For a concrete cache/IO implementation walkthrough, see Appendix C.

  • Cassandra 5.0 defaults to mmap_index_only: index files are mmap’d; Data.db uses buffered I/O. This is the recommended baseline — see Ch. 3 for IOOptions.java wiring details.
  • For workloads saturating Data.db sequentially, disk_access_mode: mmap re-enables full mmap; be aware of JVM address-space pressure on large datasets.
  • Buffered async I/O suits mixed/random workloads and bounded-memory Data.db reads.
  • Keep Bloom enabled; summary sampling reduces seeks
  • Tune prefetch window to match chunk sizes (see Ch. 9)
  • Implement cache admission/eviction with size caps; evict oldest blocks first (LRU) or LFU for hot workloads.
  • Under pressure, prefer dropping OS page cache (mmap) mappings over user-space caches to avoid double caching.
  • Expose backpressure: throttle prefetch when cache hit rate drops below a target threshold.
  • For long sequential scans on saturated systems, direct IO can reduce page cache churn. Pair with larger read buffers (e.g., multiples of chunk length) and explicit readahead.
  • Fall back to buffered IO when decompression or random access breaks large request alignment.
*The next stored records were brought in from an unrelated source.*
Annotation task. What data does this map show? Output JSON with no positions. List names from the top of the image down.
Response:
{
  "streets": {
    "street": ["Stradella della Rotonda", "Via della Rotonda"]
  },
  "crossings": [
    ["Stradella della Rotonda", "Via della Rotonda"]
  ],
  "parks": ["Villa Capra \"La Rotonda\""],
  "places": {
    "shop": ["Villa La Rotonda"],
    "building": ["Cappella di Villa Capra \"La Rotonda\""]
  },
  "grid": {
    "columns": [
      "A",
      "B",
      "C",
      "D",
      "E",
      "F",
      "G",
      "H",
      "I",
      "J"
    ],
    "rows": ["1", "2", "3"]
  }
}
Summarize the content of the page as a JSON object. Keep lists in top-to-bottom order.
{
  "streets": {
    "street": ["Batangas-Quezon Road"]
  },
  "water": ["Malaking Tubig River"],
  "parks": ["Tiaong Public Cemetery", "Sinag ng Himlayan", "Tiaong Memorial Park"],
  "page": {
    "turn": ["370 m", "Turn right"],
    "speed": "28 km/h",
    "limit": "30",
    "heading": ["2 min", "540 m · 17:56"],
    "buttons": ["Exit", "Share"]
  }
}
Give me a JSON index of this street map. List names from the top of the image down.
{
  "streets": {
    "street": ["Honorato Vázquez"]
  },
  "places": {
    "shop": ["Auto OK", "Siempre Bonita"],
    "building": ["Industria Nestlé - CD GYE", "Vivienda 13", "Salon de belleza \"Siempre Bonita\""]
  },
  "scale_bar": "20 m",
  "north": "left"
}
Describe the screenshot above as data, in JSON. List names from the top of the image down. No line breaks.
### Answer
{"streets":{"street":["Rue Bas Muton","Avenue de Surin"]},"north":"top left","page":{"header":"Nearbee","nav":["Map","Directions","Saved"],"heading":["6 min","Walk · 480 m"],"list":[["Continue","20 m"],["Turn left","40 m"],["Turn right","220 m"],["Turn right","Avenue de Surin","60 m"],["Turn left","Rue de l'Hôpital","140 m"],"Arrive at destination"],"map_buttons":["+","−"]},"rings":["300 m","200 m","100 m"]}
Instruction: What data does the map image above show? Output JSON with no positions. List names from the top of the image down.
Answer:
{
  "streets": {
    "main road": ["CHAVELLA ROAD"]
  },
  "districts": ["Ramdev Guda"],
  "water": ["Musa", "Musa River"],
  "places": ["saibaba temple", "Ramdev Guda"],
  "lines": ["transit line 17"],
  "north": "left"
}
  • The BufferPool backing RandomAccessReader allocations has a hard ceiling of 64 KiB per buffer (DiskOptimizationStrategy.java:32: MAX_BUFFER_SIZE = 1 << 16).
  • Start with pool size ≈ (concurrency × average request size × 2). Bound by memory budget and adjust to keep allocator overhead <5% CPU.
  • Align buffers to chunk size boundaries to minimize partial-chunk decompression and copies.
  • Page cache dominates; pick strategies that align with workload
  • Mmap is simple and fast for scans; buffered/async helps control memory and concurrency
  • Prefetch and block caches mitigate random-read penalties

For implementation details, see Appendix C.